Thursday, June 25, 2009

003.) Ghosts and Dog Crates

During my break on Tuesday 23 June, I watched two hippies (whom I have affectionately named Shaggy and Scooby) spend at least thirty minutes attempting to attach their dog carrier onto the roof of their car. Scooby did most of the work, whereas Shaggy stood by overseeing. She also repeatedly pulled up her jeans, which must have been at least two sizes too big for her tiny frame.

They were dancing with twine before I went on break, during and a good five minutes after - but eventually they went on their merry way.

I wonder how far along the highway they went before the dog crate flew off the car?




I wonder why I must be so cursed as to find myself constantly accosted by individuals from a past I'm not willing to revisit?

Let me explain: Around two O'clock on this same Tuesday as Shaggy and Scooby, as I'm walking back to the register in efforts to find something with which to dust the store, I am met with a ghost.





Nearly tripping over my own feet, I stopped and did what some of us might do when met by a specter such as he: I gaped.

I pointed and asked him a simple question, though the effort of getting that question out was not simple at all.

"Do I know you?" I asked him, this ghost and if indeed he was a ghost it perhaps was not wise of me to be talking at him. "Yes," I said, "I do know you." It was at that point when I left him, awash with a myriad of old emotions tasting of that stagnant film draping homemade pudding.

This ghost did not leave me alone, however. He bought a t-shirt and a belt I wish I had seen a lot earlier (meaning I would have prevented this geist from procuring such an item - because why would a ghost need a leather belt with an ornate metal buckle?).

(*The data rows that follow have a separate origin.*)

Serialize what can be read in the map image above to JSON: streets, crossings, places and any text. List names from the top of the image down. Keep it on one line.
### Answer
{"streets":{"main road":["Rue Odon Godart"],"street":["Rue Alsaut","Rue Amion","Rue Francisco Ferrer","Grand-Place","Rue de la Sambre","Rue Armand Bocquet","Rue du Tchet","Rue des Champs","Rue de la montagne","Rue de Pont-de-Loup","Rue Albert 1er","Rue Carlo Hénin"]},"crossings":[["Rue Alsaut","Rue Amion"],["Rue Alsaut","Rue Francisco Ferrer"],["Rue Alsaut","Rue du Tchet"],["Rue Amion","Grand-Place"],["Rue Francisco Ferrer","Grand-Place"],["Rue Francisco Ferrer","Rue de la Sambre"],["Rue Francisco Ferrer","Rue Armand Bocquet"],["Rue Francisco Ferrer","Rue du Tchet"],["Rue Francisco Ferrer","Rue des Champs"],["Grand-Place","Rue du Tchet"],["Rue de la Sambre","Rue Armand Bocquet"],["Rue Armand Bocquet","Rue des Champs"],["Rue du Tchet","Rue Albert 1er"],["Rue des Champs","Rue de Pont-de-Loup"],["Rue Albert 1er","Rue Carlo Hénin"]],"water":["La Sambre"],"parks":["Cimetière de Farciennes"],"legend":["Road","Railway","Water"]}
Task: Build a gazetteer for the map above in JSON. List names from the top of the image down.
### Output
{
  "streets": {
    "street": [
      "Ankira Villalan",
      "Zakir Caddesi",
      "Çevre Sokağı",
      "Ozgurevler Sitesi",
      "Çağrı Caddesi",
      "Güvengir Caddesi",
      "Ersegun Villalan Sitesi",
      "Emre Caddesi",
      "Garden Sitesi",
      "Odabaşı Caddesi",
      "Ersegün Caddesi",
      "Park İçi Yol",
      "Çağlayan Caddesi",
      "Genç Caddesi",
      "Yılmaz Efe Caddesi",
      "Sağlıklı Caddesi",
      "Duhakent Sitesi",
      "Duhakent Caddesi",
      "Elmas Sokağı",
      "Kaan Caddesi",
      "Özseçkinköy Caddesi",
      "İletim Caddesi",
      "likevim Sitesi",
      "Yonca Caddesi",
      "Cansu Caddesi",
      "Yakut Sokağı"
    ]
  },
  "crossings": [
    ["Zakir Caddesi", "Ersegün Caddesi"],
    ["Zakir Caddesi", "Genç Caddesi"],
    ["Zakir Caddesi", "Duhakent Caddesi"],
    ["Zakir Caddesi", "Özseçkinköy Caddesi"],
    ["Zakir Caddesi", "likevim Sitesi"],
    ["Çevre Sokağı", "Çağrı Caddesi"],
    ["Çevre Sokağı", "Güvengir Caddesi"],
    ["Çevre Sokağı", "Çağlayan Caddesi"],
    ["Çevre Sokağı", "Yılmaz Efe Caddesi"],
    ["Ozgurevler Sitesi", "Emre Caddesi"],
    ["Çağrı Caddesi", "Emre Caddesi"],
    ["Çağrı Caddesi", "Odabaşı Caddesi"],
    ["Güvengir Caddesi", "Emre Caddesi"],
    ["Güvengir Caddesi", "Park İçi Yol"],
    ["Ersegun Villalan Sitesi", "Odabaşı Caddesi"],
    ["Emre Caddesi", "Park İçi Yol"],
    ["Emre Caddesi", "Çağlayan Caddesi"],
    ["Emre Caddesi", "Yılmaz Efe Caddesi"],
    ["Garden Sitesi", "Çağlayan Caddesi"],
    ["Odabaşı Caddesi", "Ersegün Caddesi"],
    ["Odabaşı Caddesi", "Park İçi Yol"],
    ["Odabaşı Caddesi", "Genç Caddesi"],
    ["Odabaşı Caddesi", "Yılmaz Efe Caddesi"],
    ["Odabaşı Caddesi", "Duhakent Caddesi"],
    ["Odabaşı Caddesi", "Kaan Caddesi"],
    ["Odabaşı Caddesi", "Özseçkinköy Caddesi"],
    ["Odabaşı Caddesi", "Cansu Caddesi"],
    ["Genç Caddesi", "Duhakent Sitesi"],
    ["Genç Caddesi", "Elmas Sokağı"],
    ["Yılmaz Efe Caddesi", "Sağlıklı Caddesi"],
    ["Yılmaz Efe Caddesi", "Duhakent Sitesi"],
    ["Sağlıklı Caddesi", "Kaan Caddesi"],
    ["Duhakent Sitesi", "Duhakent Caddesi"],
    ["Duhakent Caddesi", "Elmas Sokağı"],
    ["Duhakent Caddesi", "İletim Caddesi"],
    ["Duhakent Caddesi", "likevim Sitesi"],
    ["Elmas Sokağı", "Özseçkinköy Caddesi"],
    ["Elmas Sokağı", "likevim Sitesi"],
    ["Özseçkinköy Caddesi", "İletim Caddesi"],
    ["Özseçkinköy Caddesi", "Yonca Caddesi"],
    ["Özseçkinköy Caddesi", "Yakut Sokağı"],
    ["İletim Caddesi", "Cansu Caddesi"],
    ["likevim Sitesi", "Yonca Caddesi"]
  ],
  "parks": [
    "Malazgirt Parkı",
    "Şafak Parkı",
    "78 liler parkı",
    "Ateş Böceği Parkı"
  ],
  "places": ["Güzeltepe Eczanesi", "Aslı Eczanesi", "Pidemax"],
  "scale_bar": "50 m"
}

When finally he did leave, I did not say good-bye (rude, yes, but I did have another customer to attend to). I dared not speak his name, for fear that be him a mere ghost his name would bring about a resurgence of his existence.

Monday, June 22, 2009

002.) Meditation at the Tattoo Parlor

The following passed through my mind on Friday, 19 June, as needles melted the world down to a simple hum, vibrant conversation and rockabilly music:

I can barely deal with wisdom teeth removal. I am horrified of certain plaster lawn decorations. Yet I love the feel of a tattoo needle breaking open my flesh and staining me with eternal color. What is wrong with this picture?



001.) Introduction.

(it was 100 degrees. I was sweating. deal with it)



I'm not much of a blog person, let me tell you this right now and let me tell you that I know this because I've had quite a few.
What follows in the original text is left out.